A man suspected of trying to advise the so-called Islamic State on missiles has been arrested in Australia.
Haisem Zahab, 42, was arrested at Young, in rural New South Wales, on Tuesday, PM Malcolm Turnbull said.
Police allege the electrician was helping to develop a long-range guided missile, and designing a laser device to warn of incoming munitions used by forces in Iraq and Syria.
The arrest did not relate to a planned attack in Australia, Mr Turnbull said.
Mr Zahab was an Australian citizen and planned to provide IS "with the technical capability, and high-tech capability, to detect and develop missiles", the prime minister said.
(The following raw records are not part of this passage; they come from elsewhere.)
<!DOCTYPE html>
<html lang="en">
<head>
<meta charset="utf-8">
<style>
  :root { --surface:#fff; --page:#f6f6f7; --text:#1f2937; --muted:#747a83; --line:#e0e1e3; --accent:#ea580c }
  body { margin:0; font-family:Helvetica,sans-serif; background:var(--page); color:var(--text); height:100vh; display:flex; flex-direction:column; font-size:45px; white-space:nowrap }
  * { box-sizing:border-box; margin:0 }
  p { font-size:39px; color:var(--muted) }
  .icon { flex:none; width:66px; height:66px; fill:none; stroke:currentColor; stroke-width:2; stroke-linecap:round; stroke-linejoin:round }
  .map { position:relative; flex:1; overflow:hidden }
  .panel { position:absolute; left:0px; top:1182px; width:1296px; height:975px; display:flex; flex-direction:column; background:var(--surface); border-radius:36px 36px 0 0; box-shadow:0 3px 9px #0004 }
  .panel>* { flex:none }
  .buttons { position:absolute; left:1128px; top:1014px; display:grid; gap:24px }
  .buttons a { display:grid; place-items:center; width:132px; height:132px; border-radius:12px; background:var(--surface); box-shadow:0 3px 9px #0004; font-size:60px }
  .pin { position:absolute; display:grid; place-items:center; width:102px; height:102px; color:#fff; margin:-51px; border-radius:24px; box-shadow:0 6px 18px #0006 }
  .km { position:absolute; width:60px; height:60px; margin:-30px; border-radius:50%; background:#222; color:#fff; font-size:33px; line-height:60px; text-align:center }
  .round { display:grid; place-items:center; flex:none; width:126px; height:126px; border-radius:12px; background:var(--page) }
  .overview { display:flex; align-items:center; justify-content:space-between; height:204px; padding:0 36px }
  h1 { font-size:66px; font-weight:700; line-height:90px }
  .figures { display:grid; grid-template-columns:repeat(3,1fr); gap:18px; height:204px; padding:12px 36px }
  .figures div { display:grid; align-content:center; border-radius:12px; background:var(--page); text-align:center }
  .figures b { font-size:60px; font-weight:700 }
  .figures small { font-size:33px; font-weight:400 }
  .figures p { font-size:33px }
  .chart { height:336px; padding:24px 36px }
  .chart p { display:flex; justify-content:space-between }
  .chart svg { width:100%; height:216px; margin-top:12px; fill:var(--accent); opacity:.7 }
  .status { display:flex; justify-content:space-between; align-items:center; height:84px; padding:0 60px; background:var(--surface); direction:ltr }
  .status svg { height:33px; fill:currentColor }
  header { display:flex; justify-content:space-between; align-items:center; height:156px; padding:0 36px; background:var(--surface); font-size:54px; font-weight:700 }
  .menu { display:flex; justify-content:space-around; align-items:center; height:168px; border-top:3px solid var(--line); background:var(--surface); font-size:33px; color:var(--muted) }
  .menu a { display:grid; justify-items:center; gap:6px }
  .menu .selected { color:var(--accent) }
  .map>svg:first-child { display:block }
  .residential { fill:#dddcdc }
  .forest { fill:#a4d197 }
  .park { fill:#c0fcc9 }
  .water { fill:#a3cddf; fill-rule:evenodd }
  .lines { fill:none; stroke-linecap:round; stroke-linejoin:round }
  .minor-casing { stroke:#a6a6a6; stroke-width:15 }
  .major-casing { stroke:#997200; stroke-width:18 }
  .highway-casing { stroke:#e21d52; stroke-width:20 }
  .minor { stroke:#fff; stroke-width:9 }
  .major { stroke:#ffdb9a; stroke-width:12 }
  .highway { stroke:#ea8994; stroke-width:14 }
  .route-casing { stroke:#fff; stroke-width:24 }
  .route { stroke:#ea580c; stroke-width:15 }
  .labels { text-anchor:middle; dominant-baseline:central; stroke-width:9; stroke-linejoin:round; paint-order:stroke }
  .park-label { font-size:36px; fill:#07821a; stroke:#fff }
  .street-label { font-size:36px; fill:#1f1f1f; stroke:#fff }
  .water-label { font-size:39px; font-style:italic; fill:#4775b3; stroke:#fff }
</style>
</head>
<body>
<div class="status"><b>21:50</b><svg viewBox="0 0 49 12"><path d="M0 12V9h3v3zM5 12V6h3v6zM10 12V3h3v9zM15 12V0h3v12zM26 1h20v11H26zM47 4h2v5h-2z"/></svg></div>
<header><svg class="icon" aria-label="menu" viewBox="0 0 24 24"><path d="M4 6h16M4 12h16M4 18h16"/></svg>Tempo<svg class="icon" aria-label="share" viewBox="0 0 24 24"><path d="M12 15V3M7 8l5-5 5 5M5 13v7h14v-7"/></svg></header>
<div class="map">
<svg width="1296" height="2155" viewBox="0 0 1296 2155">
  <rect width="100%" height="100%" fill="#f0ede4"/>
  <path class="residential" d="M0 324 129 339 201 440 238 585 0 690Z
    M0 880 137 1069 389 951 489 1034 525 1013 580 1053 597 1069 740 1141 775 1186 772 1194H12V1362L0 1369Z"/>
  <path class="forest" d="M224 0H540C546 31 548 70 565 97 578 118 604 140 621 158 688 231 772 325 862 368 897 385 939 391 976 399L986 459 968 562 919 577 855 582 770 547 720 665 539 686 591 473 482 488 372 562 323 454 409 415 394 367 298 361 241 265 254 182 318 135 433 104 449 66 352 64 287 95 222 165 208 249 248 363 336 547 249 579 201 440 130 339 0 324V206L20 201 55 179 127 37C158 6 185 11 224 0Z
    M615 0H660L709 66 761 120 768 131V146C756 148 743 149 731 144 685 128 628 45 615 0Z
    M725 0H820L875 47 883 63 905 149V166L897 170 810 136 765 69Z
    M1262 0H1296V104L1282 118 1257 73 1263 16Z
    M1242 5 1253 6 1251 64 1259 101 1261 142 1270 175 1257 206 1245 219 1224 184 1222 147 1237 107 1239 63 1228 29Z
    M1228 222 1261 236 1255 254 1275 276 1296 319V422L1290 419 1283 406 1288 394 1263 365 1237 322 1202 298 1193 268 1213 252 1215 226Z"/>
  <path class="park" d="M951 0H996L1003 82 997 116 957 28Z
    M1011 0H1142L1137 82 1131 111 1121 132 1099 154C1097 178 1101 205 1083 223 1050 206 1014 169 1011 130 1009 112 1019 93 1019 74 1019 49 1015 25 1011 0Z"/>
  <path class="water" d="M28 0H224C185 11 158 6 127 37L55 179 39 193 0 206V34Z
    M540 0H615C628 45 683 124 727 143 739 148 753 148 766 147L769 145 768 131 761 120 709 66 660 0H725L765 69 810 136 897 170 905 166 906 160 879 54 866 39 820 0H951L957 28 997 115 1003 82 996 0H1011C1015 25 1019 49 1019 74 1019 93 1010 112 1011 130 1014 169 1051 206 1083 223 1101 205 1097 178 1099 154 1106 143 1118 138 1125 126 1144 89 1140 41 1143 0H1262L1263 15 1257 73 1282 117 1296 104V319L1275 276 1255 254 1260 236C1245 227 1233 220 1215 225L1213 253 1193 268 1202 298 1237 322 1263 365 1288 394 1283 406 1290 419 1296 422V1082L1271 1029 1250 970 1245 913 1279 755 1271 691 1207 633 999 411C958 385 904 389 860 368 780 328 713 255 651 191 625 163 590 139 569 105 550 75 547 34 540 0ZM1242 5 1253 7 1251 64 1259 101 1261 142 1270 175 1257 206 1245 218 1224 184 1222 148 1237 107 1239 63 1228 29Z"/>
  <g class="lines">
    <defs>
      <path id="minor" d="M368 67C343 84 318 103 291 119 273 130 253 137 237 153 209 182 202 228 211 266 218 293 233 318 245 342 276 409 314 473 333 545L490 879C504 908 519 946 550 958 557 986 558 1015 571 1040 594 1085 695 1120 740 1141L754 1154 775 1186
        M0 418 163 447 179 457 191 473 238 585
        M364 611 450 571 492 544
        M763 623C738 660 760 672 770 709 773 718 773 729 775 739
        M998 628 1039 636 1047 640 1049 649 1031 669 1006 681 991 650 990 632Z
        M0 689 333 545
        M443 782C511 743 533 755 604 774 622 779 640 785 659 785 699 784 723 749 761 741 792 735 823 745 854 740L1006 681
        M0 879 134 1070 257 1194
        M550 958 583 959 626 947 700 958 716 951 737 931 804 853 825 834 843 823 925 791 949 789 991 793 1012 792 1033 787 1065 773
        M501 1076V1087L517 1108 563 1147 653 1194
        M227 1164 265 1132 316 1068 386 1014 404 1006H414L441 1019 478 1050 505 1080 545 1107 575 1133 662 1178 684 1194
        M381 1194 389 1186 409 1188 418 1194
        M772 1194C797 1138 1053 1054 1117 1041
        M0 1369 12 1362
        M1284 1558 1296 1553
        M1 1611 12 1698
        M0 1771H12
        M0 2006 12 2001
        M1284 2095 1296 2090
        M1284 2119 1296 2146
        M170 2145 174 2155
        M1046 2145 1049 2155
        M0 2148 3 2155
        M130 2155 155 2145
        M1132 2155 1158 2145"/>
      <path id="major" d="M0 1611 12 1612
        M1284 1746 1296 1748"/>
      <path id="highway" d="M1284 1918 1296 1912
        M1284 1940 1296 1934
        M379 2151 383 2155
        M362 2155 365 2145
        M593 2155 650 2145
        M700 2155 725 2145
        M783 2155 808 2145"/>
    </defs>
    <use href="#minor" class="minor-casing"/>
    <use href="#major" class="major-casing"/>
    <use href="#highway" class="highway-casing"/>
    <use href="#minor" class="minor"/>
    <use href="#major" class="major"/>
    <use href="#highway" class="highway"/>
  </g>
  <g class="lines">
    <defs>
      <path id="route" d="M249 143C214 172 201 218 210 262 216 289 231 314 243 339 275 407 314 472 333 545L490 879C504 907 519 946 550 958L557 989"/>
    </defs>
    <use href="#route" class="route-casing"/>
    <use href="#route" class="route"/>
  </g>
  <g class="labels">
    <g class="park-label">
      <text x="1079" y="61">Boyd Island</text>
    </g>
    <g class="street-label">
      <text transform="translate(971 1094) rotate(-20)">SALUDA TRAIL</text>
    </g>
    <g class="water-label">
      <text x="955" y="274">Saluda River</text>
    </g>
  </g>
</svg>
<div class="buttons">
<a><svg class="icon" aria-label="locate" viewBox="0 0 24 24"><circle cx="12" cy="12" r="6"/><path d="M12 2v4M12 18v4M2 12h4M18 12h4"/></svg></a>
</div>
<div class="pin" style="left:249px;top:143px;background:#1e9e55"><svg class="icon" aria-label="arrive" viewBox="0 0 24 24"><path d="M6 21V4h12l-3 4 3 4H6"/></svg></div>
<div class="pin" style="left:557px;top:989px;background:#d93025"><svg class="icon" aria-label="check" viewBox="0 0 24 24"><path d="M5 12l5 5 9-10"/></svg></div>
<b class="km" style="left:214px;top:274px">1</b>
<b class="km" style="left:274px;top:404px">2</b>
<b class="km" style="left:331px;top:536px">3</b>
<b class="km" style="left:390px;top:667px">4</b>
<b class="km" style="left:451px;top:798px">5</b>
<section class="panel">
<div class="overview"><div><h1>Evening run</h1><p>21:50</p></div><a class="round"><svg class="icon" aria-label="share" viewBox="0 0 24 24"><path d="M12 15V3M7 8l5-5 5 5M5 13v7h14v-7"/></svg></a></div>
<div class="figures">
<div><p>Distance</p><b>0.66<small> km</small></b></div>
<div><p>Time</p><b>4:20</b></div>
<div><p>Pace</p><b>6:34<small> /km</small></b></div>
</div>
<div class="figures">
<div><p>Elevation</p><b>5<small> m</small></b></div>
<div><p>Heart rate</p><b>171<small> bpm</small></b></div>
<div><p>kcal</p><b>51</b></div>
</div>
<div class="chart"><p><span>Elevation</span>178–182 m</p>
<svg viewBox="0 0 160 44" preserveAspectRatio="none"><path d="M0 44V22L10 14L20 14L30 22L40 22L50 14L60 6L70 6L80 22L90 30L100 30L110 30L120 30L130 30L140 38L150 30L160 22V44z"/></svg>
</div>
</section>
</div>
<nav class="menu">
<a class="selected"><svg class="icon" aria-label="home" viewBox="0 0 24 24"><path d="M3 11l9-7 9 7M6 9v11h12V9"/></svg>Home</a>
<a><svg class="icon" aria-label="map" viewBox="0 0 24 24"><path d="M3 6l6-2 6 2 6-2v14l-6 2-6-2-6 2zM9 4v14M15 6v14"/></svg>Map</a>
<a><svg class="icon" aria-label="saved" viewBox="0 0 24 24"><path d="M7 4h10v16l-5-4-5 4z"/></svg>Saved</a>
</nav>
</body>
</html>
Australian Federal Police Commissioner Andrew Colvin alleged the man was acting alone and his advice was "fairly sophisticated and well-planned".
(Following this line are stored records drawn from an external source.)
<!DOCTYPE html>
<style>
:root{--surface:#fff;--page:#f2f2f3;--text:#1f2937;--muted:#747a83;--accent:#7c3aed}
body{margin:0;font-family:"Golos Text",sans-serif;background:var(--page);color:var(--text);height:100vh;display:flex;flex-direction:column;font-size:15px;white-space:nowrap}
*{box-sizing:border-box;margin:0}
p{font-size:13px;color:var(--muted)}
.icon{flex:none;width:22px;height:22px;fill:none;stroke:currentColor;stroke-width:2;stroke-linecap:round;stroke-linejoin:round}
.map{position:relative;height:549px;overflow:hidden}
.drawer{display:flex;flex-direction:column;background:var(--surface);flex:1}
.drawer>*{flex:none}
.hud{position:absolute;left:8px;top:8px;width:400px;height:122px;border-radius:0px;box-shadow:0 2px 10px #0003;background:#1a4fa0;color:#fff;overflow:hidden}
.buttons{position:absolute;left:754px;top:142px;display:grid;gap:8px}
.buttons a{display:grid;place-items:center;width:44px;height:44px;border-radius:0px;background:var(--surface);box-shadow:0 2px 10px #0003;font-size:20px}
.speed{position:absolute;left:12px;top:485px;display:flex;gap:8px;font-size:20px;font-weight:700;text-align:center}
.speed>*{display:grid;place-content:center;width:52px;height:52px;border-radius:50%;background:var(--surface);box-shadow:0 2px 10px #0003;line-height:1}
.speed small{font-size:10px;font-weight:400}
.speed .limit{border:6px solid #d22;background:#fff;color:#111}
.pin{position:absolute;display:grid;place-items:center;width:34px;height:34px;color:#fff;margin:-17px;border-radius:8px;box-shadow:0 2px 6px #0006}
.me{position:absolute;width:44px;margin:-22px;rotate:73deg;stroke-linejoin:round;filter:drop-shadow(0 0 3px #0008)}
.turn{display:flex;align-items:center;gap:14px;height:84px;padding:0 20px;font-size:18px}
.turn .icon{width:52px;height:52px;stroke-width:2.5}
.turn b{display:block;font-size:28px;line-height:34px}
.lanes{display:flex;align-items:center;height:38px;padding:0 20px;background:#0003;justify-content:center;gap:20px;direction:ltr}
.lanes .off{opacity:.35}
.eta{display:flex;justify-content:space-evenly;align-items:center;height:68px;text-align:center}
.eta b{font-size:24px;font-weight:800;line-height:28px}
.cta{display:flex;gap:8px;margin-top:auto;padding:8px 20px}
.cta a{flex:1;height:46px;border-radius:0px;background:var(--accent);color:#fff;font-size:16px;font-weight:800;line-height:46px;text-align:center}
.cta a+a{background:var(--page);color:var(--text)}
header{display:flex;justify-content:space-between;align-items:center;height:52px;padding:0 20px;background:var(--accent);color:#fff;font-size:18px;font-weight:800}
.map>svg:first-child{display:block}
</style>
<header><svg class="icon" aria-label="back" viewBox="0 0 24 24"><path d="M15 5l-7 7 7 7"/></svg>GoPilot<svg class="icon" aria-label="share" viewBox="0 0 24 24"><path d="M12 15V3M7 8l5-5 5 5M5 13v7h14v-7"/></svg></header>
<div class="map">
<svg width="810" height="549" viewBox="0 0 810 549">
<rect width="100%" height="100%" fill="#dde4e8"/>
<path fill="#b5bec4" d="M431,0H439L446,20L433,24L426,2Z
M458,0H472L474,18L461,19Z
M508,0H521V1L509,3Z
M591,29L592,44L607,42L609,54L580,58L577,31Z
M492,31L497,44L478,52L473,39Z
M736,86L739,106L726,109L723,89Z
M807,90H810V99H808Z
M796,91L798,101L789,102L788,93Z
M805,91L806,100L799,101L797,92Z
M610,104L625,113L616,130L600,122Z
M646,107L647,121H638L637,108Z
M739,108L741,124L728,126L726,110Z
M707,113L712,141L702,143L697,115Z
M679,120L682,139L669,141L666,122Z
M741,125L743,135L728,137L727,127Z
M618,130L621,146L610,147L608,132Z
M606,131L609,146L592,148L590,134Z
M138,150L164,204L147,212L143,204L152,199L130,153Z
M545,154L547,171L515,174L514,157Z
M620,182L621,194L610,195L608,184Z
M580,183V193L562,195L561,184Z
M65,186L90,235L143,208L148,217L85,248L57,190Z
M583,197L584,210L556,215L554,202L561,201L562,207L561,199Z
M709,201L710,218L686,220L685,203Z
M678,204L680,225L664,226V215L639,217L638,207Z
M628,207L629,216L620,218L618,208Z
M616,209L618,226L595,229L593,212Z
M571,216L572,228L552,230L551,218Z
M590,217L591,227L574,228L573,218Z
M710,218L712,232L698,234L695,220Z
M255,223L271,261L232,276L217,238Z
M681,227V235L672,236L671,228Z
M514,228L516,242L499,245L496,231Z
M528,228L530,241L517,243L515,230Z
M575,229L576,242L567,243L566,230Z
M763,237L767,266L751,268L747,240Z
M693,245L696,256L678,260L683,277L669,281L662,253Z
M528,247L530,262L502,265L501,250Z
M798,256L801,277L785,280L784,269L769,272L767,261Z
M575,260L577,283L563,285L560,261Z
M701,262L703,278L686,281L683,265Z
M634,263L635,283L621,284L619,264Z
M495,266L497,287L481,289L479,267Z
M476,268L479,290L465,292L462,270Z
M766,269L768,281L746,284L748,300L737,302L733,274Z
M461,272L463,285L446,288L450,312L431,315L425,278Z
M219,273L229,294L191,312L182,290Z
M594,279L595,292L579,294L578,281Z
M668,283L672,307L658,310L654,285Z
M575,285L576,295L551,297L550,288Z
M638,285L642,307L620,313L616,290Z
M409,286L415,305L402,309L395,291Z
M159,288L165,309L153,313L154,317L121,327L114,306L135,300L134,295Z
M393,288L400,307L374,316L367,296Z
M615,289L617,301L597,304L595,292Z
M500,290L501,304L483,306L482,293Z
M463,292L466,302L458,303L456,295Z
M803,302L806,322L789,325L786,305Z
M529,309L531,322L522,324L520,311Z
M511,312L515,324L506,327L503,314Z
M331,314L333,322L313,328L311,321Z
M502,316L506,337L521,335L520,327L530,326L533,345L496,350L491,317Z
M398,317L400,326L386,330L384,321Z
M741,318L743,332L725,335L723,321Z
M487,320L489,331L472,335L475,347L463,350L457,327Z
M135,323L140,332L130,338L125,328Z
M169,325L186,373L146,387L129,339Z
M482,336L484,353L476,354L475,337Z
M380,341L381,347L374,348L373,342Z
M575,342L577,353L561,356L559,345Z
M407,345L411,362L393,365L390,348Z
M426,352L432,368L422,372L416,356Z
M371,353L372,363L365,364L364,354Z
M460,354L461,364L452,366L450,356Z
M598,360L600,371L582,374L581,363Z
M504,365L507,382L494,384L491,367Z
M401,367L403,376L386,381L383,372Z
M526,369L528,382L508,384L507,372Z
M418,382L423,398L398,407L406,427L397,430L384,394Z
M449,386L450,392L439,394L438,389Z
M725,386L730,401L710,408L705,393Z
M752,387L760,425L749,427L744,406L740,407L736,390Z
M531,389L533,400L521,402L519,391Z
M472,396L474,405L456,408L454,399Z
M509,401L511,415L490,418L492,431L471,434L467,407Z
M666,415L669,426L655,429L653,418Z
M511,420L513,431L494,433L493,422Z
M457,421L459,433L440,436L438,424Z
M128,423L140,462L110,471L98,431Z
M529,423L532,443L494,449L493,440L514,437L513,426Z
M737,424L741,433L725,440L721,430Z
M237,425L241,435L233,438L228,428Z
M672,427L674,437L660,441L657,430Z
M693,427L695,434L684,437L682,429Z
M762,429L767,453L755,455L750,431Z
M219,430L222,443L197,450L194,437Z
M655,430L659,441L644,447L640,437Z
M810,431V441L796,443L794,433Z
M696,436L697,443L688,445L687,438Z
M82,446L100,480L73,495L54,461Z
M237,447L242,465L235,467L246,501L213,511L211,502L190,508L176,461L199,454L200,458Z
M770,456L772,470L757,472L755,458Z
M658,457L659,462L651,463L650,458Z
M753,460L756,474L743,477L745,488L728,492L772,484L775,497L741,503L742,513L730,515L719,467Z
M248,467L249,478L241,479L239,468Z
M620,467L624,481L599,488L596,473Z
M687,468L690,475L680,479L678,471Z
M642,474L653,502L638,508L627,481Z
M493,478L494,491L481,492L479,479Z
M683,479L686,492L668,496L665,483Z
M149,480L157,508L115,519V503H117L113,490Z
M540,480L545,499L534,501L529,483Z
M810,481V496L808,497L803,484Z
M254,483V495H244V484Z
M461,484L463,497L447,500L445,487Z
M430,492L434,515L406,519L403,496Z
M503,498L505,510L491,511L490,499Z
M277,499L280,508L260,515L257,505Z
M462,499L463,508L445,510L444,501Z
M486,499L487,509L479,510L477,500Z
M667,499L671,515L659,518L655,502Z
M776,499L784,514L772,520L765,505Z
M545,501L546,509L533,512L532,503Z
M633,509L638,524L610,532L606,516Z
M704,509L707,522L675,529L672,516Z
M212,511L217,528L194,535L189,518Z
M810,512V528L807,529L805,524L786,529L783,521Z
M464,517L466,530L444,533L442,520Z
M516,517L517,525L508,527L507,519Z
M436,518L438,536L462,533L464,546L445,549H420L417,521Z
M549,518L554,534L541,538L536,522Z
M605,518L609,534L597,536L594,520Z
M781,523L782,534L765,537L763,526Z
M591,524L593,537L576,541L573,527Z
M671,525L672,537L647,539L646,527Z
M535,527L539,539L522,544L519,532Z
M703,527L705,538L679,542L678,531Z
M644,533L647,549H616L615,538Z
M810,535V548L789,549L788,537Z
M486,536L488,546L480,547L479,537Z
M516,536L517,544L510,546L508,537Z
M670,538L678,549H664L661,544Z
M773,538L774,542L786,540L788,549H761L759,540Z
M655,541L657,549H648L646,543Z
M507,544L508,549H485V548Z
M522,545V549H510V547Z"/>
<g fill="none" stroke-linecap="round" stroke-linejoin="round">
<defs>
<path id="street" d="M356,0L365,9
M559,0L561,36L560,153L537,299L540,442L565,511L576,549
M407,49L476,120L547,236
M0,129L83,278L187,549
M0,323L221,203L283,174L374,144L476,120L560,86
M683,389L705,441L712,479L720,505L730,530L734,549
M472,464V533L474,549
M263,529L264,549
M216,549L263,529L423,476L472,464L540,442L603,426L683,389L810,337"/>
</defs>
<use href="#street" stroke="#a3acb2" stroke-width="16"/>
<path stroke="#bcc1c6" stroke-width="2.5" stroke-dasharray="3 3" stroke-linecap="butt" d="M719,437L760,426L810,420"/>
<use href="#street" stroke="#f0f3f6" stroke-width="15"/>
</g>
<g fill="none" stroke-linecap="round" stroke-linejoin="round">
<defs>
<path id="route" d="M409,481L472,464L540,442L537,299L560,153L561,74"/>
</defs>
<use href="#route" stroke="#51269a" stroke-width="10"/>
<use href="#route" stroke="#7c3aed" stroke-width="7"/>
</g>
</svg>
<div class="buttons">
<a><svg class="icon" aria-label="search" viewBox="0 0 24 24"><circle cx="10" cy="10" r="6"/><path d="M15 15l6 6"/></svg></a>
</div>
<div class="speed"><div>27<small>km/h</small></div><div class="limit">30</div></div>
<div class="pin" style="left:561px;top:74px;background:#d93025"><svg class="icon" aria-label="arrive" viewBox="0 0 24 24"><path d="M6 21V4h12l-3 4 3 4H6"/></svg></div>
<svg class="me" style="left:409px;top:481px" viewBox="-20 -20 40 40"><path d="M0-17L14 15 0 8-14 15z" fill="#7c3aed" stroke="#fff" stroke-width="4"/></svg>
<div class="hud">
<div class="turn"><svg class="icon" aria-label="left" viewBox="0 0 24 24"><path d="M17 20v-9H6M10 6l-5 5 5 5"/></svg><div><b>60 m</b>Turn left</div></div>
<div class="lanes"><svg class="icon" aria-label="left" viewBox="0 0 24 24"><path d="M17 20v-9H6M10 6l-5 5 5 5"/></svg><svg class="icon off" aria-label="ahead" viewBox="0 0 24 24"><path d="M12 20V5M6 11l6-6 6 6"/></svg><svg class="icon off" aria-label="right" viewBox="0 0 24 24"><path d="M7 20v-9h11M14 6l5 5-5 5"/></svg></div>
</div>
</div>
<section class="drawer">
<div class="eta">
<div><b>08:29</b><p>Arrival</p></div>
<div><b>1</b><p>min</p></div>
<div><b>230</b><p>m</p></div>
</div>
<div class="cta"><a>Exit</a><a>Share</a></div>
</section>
He did not appear to have direct experience with missile or laser technology, the commissioner said.
Tuesday's police raid involving dozens of officers followed a complex 18-month investigation.
Police said Mr Zahab was arrested in front of his family, including children, at Young, about 150km (93 miles) north-west of Canberra.
Footage broadcast on the local Nine network showed police with dogs and metal detectors scouring the rural property.
"This is a very technical offence and this gentleman is quite technically minded so we will be doing a complete, thorough forensic examination of that property," Mr Colvin said.
"It could take hours, if not days, and we will leave no stone unturned in what we're looking for."
Mr Zahab is facing two foreign incursion-related charges carrying a maximum penalty of life in prison, and a lesser charge of failing to comply with a police order.
"This highlights that terrorism, support for terrorist groups, and Islamist extremism is not limited to our major cities," Mr Turnbull said.
"It once again shows that we all need to be very vigilant."
Mr Turnbull praised the joint efforts of Australian Federal Police and New South Wales Police.